BEGIN
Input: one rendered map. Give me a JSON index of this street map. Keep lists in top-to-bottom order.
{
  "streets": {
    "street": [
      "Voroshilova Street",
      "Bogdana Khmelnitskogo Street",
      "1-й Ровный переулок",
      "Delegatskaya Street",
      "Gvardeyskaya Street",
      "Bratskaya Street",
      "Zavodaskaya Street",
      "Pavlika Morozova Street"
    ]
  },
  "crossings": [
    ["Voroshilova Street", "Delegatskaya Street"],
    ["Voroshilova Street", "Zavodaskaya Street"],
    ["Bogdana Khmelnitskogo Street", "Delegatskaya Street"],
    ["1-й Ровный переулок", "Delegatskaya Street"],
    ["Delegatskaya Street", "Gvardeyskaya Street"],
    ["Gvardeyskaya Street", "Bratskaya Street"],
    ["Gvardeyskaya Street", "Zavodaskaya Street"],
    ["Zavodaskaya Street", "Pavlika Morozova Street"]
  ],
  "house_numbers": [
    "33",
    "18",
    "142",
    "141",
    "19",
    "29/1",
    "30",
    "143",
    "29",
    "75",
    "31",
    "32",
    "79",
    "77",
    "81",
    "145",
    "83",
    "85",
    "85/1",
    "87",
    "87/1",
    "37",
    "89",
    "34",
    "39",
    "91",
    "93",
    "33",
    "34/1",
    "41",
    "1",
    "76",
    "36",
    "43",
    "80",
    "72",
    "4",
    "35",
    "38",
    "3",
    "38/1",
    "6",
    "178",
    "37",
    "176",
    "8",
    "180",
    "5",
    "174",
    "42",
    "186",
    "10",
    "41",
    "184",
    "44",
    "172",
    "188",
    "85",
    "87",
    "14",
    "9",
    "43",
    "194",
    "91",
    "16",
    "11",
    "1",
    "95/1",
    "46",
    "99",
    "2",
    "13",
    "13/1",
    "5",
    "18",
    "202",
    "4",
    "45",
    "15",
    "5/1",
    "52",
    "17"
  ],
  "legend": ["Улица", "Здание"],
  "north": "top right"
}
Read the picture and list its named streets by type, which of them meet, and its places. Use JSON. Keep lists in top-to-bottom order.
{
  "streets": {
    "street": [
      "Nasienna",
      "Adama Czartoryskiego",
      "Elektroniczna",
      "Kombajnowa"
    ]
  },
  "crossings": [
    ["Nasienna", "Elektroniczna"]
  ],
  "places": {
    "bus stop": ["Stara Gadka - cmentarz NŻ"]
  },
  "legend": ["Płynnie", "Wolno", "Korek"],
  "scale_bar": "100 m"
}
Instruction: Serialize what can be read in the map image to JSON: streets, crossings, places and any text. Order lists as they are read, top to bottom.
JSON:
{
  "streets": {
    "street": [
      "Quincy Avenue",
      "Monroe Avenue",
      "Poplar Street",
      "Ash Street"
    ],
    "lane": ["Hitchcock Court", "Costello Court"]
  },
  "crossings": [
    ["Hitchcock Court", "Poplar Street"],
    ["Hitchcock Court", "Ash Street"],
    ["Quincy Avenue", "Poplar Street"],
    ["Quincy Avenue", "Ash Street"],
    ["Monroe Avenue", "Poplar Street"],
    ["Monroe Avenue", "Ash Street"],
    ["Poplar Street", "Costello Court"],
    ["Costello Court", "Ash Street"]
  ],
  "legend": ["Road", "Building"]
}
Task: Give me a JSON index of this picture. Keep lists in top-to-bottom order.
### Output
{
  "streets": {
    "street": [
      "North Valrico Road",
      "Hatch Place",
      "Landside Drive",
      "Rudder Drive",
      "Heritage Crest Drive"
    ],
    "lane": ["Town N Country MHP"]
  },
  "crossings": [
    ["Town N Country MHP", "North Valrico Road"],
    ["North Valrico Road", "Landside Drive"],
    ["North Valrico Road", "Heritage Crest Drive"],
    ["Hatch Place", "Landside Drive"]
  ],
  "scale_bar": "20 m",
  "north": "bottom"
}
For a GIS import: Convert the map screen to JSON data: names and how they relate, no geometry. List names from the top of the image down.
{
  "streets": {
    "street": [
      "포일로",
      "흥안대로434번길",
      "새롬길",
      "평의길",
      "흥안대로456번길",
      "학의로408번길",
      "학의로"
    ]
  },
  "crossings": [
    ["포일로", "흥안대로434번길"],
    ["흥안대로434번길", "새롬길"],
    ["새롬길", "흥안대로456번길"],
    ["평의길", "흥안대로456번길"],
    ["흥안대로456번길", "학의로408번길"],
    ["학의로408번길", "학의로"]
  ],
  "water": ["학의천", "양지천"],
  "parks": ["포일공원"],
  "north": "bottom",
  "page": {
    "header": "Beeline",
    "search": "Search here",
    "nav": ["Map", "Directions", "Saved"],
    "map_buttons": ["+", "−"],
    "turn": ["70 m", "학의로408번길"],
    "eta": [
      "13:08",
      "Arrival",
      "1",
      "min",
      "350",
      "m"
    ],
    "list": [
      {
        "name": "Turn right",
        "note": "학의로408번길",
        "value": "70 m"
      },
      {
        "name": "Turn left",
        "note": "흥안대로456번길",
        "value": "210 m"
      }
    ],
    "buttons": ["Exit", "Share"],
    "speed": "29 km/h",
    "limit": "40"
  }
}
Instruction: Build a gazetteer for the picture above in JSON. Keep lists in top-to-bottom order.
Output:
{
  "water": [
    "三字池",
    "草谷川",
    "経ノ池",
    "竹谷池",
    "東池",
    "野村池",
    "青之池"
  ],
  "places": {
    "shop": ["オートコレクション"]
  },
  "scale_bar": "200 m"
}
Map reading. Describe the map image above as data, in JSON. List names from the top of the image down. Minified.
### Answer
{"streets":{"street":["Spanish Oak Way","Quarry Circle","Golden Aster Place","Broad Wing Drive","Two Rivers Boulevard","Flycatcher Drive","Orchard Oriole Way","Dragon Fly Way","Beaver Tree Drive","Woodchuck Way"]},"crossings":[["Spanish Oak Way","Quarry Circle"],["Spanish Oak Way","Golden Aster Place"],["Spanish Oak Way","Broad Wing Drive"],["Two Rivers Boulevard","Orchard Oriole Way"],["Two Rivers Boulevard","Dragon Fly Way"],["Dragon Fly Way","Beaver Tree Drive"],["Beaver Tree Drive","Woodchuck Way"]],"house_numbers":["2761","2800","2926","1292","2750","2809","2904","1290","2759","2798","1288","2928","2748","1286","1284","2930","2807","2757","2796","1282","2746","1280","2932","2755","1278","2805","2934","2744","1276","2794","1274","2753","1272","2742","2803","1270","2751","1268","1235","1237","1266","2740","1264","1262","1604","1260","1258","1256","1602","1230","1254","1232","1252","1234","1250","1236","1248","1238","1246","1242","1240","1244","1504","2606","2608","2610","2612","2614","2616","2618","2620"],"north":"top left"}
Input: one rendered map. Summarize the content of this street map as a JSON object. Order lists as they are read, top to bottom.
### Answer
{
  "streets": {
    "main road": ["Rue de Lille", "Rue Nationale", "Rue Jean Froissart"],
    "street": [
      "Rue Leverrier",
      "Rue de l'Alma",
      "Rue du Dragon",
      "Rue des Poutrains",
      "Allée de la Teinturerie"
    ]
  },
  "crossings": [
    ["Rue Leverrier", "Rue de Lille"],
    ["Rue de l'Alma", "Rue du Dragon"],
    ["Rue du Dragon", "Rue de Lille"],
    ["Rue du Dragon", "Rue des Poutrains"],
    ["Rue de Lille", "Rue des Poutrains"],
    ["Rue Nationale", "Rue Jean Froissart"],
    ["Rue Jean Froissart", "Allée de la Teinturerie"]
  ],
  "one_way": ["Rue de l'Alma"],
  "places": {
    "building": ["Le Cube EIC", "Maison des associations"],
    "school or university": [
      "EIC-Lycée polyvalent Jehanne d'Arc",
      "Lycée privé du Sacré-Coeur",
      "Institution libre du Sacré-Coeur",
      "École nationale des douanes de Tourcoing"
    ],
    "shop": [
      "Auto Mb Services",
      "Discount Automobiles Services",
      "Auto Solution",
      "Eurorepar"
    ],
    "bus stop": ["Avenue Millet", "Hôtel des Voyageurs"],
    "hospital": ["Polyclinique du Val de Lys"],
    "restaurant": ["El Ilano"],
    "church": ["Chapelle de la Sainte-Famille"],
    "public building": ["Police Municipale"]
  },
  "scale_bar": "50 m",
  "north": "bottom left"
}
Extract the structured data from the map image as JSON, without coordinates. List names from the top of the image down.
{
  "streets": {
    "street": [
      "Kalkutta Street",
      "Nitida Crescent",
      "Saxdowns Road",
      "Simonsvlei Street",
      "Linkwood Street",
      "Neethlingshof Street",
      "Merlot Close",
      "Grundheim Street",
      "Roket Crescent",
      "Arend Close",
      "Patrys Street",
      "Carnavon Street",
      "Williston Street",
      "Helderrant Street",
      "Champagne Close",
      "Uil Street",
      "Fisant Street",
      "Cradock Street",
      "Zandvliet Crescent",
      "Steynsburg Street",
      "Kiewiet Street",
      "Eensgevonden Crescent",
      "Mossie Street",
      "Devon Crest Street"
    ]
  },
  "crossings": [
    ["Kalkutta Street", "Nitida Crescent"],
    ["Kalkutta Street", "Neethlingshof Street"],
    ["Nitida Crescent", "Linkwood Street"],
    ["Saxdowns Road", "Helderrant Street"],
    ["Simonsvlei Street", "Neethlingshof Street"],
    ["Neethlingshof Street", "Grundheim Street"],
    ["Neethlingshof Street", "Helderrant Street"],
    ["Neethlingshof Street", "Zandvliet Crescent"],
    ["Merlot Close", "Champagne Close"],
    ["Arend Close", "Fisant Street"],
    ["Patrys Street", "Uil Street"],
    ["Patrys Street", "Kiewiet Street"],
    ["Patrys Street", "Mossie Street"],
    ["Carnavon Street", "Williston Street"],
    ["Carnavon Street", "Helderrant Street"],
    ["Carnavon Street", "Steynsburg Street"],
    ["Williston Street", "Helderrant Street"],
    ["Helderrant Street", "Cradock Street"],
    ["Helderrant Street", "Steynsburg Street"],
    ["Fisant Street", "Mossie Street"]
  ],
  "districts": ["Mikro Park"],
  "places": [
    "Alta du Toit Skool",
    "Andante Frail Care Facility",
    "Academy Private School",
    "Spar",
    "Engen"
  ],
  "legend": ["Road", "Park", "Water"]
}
END
• **TO DO**
When "stop" shows up in a line of the material, report that line.

• **SOLUTION TO THE PROBLEM**
    "bus stop": ["Stara Gadka - cmentarz NŻ"]
    "bus stop": ["Avenue Millet", "Hôtel des Voyageurs"],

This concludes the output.